Not every field has confidence. Coverage tells you how much of your data is being evaluated:

cov = results.confidence_metrics["coverage"]
# {"fields_with_confidence": 200, "fields_total": 400, "ratio": 0.5}

Adding Custom Metrics

Subclass ConfidenceMetric:

from stickler.structured_object_evaluator.models.confidence import ConfidenceMetric, ConfidencePairs

class MyMetric(ConfidenceMetric):
    @property
    def name(self) -> str:
        return "my_metric"

    def compute(self, pairs: ConfidencePairs) -> Dict[str, Any]:
        # pairs: list of ConfidencePair(is_match, confidence, similarity)
        return {"value": ...}

JSONL Round-Trip (Map/Reduce Pattern)

Confidence metrics work through the JSONL serialization path. When predictions are created via from_json() with rich values, the original prediction JSON is automatically included in the compare_with() result as prediction_raw. This means you can:

  1. Compare individual documents and save results to JSONL
  2. Later aggregate those results via update_from_comparison_result()
  3. Get identical confidence metrics as the direct update() path

See Bulk Evaluation: Map/Reduce for the full pattern.

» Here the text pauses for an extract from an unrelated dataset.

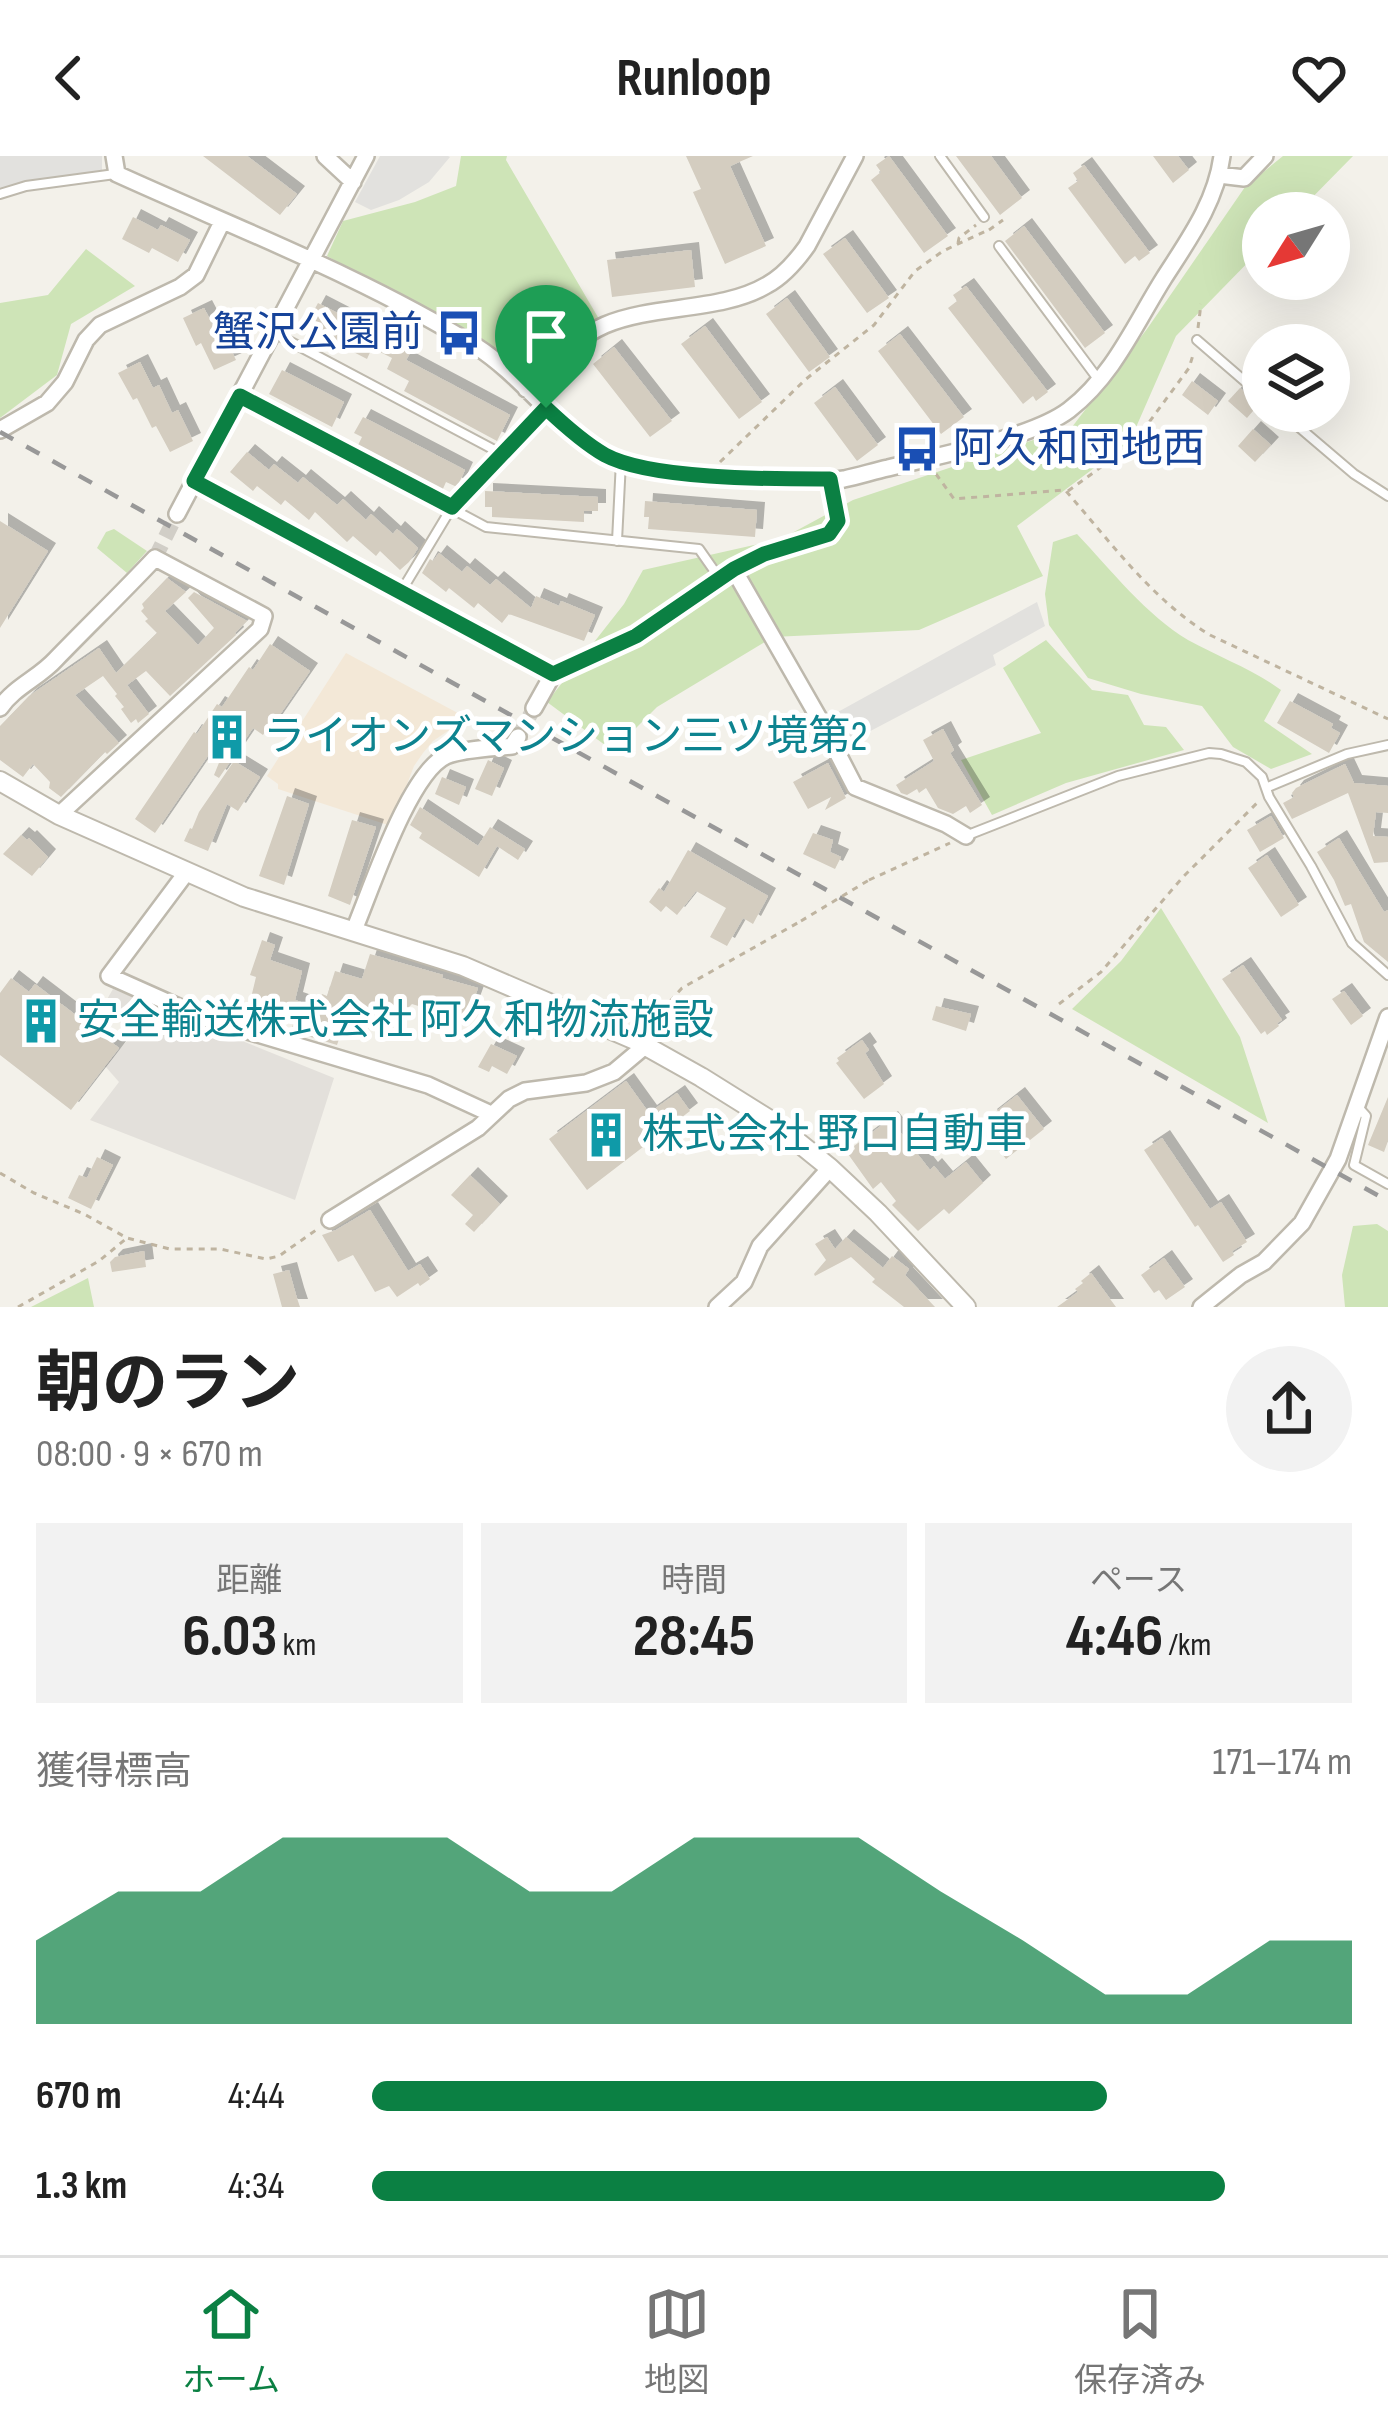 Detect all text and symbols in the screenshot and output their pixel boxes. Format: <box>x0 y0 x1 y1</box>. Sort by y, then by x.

Silencing the legacy AUROC deprecation warning

The legacy single-document auroc_confidence_metric result key emits a DeprecationWarning to point callers at the structured confidence_metrics["overall"]["auroc"]["value"] shape. If you've already migrated and want to silence the warning until it's removed, target it by module:

import warnings

warnings.filterwarnings(
    "ignore",
    category=DeprecationWarning,
    module="stickler.structured_object_evaluator.models.comparison_engine",
)

This is scoped to the comparison engine, so unrelated DeprecationWarnings from other libraries (or other parts of stickler) still surface.